About this task:
From the data underneath, reproduce exactly the stretch that begins at the line with "flex:1; padding:14px 0;" and ends after the line with "text-anchor:middle; stroke-width:6; stroke-linejoin:round;".

================================

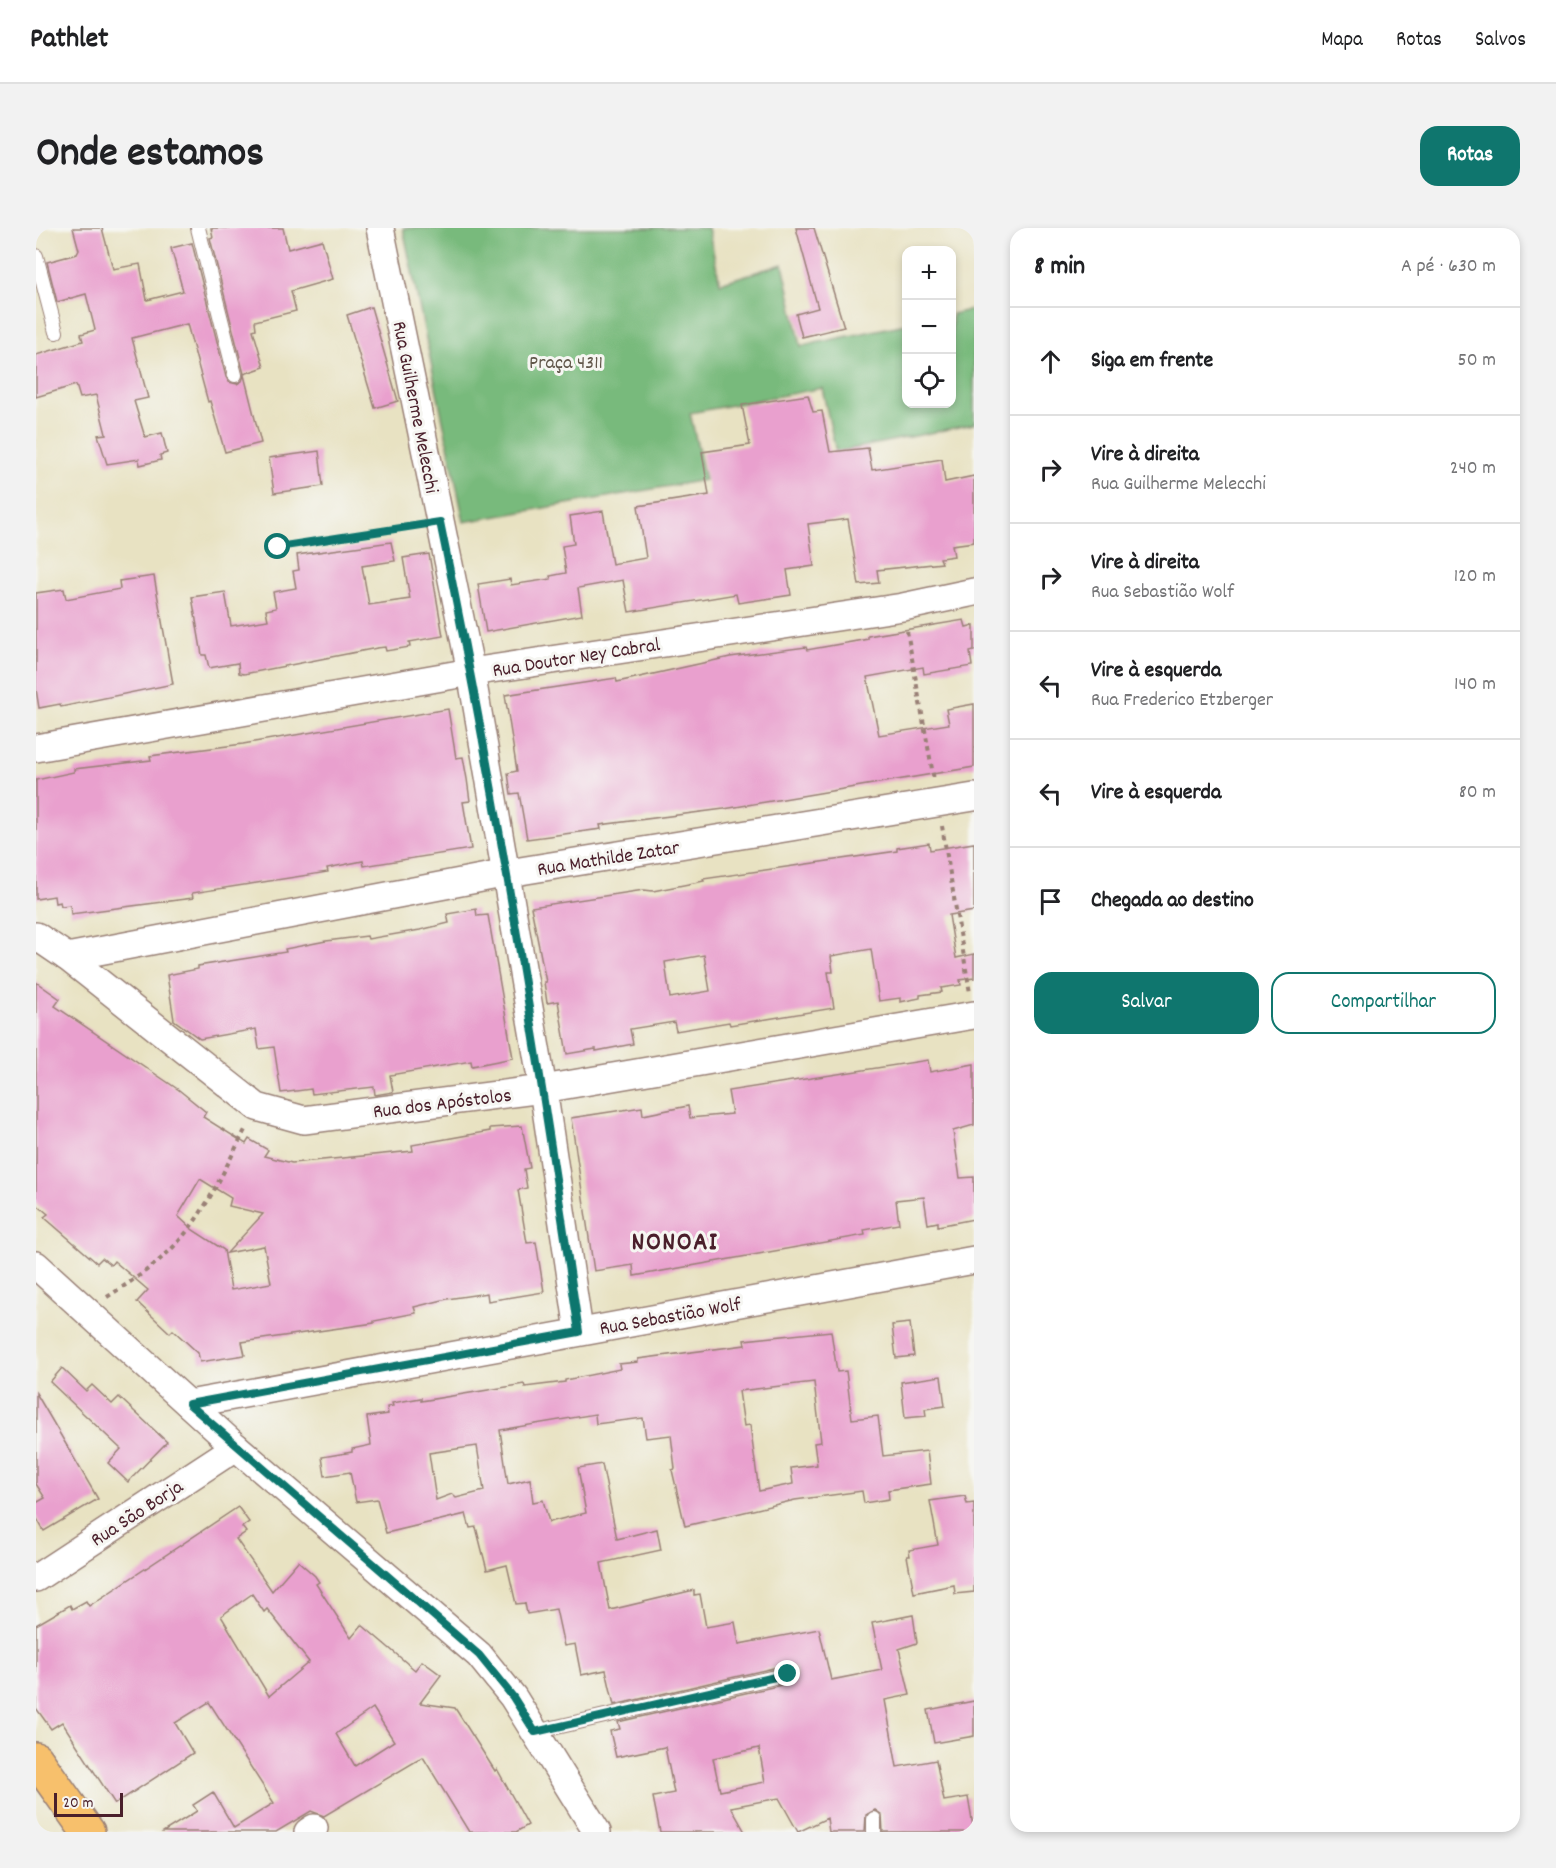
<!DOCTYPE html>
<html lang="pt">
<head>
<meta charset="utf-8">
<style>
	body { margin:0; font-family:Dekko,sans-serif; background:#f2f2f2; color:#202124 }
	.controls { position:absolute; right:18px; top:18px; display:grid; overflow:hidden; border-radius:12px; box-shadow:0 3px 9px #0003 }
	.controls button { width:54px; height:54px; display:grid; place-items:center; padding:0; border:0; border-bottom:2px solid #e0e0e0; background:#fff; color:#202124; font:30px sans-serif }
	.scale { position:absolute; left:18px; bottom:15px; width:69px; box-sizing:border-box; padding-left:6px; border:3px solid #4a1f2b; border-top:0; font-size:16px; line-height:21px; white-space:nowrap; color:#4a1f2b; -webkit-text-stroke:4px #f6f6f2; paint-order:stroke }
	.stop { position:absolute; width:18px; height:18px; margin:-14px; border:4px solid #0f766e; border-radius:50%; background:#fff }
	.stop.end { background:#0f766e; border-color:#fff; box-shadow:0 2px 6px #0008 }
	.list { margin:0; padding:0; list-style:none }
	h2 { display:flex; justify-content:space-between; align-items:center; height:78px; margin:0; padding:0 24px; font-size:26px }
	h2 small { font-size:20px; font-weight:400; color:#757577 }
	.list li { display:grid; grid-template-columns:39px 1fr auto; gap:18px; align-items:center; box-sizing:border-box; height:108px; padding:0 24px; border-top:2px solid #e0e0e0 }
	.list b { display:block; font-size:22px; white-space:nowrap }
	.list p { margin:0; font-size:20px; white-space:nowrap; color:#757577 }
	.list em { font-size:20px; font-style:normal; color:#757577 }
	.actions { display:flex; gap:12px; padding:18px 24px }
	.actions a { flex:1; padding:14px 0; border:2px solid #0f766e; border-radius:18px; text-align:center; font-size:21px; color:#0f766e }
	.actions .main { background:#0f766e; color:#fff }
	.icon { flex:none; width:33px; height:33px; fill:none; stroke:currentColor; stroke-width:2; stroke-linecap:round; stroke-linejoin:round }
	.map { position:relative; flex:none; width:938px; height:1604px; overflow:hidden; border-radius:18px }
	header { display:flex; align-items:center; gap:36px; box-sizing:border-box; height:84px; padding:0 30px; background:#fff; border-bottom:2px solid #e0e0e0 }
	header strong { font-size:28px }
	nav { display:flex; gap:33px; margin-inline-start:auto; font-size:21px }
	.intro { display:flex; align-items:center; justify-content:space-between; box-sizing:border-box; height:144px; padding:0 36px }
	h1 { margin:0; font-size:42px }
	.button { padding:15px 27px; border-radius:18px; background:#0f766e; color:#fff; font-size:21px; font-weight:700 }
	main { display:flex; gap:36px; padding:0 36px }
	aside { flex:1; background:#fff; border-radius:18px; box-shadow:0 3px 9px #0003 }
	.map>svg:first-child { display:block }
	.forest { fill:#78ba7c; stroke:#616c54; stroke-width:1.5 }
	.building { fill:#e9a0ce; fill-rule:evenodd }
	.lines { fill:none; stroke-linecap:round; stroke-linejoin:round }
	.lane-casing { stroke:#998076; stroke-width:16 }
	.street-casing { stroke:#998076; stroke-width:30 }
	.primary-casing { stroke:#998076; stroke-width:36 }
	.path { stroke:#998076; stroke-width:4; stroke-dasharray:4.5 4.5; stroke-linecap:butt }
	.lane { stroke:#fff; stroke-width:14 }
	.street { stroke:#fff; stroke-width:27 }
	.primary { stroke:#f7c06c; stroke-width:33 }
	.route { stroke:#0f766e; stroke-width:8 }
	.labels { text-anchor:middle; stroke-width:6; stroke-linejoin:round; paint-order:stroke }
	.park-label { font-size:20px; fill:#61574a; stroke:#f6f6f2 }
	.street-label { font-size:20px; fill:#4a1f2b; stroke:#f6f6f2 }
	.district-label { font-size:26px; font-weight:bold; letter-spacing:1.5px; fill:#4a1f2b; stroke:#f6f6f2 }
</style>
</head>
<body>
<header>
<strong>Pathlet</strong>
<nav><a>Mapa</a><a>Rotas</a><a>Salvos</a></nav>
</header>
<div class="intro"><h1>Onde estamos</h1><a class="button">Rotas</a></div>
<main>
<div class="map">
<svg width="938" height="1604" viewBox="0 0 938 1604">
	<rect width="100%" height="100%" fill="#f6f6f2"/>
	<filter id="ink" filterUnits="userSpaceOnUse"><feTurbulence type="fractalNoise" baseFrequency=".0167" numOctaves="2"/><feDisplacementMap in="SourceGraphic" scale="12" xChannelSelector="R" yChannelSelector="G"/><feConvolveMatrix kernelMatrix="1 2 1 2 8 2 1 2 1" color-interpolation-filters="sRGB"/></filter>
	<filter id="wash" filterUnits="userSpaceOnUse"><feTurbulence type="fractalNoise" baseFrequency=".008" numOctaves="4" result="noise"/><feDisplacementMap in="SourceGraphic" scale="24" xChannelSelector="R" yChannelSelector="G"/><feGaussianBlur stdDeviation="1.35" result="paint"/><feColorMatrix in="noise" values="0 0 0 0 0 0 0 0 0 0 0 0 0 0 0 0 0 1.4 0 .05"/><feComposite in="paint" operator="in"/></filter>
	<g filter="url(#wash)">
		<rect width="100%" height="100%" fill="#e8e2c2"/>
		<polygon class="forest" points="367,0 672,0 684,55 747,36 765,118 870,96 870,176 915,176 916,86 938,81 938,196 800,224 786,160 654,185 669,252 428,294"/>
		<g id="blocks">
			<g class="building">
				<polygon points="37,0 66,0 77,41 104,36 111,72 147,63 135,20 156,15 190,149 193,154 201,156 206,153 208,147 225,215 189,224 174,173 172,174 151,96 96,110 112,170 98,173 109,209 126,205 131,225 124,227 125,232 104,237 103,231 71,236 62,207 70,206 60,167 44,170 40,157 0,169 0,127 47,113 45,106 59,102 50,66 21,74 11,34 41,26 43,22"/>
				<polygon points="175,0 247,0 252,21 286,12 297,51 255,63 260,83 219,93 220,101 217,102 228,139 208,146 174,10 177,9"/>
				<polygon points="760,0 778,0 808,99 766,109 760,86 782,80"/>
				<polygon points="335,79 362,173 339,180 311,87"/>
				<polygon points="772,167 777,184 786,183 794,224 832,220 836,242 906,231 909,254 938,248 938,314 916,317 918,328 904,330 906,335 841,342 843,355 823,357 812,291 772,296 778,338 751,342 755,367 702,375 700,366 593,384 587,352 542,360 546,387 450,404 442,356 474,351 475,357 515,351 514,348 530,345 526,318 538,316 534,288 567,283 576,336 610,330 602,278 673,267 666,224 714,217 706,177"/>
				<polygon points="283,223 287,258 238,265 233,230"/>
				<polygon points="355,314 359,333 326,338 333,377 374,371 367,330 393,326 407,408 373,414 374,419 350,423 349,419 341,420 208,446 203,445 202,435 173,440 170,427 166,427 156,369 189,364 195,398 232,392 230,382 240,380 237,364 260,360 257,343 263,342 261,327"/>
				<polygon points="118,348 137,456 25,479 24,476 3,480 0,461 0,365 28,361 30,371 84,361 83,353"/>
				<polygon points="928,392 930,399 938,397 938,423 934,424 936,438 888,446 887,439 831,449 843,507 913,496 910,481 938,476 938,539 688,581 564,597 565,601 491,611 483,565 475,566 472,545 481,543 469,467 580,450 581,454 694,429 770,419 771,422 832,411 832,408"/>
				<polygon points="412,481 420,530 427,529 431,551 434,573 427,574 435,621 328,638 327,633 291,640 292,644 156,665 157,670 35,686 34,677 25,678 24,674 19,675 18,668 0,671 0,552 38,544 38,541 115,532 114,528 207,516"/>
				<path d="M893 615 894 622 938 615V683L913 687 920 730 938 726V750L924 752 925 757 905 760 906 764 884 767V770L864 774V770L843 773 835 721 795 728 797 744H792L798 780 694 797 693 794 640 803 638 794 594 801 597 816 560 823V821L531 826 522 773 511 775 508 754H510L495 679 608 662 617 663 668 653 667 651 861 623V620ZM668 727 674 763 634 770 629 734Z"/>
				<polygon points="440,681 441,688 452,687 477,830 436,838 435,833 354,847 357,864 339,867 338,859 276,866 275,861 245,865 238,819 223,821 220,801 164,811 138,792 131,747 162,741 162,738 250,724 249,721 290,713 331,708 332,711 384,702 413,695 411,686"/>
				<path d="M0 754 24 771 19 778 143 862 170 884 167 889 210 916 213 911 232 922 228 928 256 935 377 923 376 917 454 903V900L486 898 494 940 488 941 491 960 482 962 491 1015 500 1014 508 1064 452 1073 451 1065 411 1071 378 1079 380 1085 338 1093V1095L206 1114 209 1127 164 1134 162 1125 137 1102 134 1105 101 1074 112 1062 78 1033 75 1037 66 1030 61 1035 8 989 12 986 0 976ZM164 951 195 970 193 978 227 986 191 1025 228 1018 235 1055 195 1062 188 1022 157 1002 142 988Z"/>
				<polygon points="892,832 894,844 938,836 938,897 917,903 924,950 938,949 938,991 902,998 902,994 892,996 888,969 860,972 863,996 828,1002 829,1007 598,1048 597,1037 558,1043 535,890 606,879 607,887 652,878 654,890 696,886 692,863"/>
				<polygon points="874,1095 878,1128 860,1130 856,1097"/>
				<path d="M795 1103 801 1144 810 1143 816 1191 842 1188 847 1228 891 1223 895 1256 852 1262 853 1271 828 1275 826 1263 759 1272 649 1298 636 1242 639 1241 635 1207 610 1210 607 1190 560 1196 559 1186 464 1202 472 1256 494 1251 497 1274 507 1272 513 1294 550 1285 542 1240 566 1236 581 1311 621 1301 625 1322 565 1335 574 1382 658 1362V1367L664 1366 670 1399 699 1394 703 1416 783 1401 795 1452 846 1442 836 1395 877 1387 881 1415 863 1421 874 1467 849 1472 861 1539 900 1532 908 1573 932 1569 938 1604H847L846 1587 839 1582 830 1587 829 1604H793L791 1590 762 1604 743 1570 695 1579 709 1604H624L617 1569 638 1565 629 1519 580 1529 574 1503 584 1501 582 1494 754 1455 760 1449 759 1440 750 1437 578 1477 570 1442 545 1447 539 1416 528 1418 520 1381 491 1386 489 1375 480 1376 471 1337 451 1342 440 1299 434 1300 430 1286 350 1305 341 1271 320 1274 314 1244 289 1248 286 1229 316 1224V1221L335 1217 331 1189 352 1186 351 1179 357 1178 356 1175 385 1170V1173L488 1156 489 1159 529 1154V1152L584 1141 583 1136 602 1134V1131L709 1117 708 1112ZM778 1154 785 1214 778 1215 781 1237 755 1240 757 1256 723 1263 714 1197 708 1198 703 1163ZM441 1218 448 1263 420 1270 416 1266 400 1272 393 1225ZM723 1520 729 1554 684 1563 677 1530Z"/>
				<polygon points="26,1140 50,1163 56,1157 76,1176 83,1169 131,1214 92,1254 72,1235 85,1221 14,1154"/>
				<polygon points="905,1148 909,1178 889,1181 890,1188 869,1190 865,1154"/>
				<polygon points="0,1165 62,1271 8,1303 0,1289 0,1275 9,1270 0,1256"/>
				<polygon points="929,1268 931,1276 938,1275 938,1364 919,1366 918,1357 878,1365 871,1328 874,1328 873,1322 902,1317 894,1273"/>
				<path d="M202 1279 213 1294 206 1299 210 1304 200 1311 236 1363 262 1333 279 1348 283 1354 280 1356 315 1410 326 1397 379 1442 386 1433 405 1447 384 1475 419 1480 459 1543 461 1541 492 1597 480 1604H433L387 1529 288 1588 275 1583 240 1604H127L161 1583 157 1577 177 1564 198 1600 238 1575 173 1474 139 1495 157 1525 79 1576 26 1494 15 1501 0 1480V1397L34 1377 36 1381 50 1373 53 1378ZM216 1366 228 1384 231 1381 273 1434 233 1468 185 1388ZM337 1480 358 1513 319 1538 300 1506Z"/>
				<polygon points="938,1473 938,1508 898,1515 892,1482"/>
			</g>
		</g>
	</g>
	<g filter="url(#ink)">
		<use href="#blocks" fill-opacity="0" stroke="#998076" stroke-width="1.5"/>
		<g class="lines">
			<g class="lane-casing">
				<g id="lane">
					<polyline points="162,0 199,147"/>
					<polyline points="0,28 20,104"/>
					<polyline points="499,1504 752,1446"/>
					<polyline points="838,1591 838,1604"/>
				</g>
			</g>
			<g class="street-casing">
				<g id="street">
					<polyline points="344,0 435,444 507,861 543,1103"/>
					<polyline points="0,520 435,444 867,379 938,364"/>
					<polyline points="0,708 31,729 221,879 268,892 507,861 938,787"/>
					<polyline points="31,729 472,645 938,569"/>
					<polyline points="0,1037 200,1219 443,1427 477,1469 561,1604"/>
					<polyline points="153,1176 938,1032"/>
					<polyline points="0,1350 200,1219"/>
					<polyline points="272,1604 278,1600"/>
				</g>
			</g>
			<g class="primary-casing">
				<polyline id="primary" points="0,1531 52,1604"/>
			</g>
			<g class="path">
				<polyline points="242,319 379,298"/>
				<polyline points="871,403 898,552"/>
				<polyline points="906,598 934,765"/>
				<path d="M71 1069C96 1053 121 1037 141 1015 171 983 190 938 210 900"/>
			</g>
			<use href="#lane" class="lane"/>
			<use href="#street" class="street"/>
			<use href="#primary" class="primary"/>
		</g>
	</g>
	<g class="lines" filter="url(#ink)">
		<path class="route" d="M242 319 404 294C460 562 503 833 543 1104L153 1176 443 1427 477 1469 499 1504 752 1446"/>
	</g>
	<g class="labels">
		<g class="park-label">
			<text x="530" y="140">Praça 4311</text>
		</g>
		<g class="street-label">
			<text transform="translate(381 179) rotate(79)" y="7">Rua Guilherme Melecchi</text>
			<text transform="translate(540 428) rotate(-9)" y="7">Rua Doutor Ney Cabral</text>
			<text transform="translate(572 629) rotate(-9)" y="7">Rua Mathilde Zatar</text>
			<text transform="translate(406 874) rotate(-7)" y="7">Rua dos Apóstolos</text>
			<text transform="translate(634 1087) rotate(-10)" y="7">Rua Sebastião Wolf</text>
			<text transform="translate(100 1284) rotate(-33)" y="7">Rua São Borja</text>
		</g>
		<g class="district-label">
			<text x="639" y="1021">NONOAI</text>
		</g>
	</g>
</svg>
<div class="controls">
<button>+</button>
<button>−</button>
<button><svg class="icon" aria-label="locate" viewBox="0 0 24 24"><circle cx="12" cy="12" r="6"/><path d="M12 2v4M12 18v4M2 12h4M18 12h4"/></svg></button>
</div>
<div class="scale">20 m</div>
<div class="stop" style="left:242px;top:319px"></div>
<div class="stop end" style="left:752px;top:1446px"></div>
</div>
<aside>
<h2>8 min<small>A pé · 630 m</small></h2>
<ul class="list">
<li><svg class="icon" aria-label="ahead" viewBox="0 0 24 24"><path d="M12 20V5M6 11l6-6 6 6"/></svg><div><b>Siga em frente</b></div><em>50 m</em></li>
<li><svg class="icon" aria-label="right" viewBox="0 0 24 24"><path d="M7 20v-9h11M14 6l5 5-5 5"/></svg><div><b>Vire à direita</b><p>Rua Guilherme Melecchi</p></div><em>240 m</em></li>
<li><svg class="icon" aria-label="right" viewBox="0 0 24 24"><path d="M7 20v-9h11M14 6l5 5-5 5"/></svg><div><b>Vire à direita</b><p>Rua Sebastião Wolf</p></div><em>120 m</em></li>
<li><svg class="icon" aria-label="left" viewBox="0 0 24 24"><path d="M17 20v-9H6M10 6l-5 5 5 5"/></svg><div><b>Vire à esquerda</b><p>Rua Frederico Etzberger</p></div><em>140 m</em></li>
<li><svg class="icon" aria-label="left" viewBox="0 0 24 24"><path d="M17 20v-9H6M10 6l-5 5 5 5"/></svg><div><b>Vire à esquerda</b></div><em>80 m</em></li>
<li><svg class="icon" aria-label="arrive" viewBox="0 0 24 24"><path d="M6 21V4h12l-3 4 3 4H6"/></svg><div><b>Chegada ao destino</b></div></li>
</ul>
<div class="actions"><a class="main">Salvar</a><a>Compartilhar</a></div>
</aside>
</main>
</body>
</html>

================================

Solution for this problem:
	.actions a { flex:1; padding:14px 0; border:2px solid #0f766e; border-radius:18px; text-align:center; font-size:21px; color:#0f766e }
	.actions .main { background:#0f766e; color:#fff }
	.icon { flex:none; width:33px; height:33px; fill:none; stroke:currentColor; stroke-width:2; stroke-linecap:round; stroke-linejoin:round }
	.map { position:relative; flex:none; width:938px; height:1604px; overflow:hidden; border-radius:18px }
	header { display:flex; align-items:center; gap:36px; box-sizing:border-box; height:84px; padding:0 30px; background:#fff; border-bottom:2px solid #e0e0e0 }
	header strong { font-size:28px }
	nav { display:flex; gap:33px; margin-inline-start:auto; font-size:21px }
	.intro { display:flex; align-items:center; justify-content:space-between; box-sizing:border-box; height:144px; padding:0 36px }
	h1 { margin:0; font-size:42px }
	.button { padding:15px 27px; border-radius:18px; background:#0f766e; color:#fff; font-size:21px; font-weight:700 }
	main { display:flex; gap:36px; padding:0 36px }
	aside { flex:1; background:#fff; border-radius:18px; box-shadow:0 3px 9px #0003 }
	.map>svg:first-child { display:block }
	.forest { fill:#78ba7c; stroke:#616c54; stroke-width:1.5 }
	.building { fill:#e9a0ce; fill-rule:evenodd }
	.lines { fill:none; stroke-linecap:round; stroke-linejoin:round }
	.lane-casing { stroke:#998076; stroke-width:16 }
	.street-casing { stroke:#998076; stroke-width:30 }
	.primary-casing { stroke:#998076; stroke-width:36 }
	.path { stroke:#998076; stroke-width:4; stroke-dasharray:4.5 4.5; stroke-linecap:butt }
	.lane { stroke:#fff; stroke-width:14 }
	.street { stroke:#fff; stroke-width:27 }
	.primary { stroke:#f7c06c; stroke-width:33 }
	.route { stroke:#0f766e; stroke-width:8 }
	.labels { text-anchor:middle; stroke-width:6; stroke-linejoin:round; paint-order:stroke }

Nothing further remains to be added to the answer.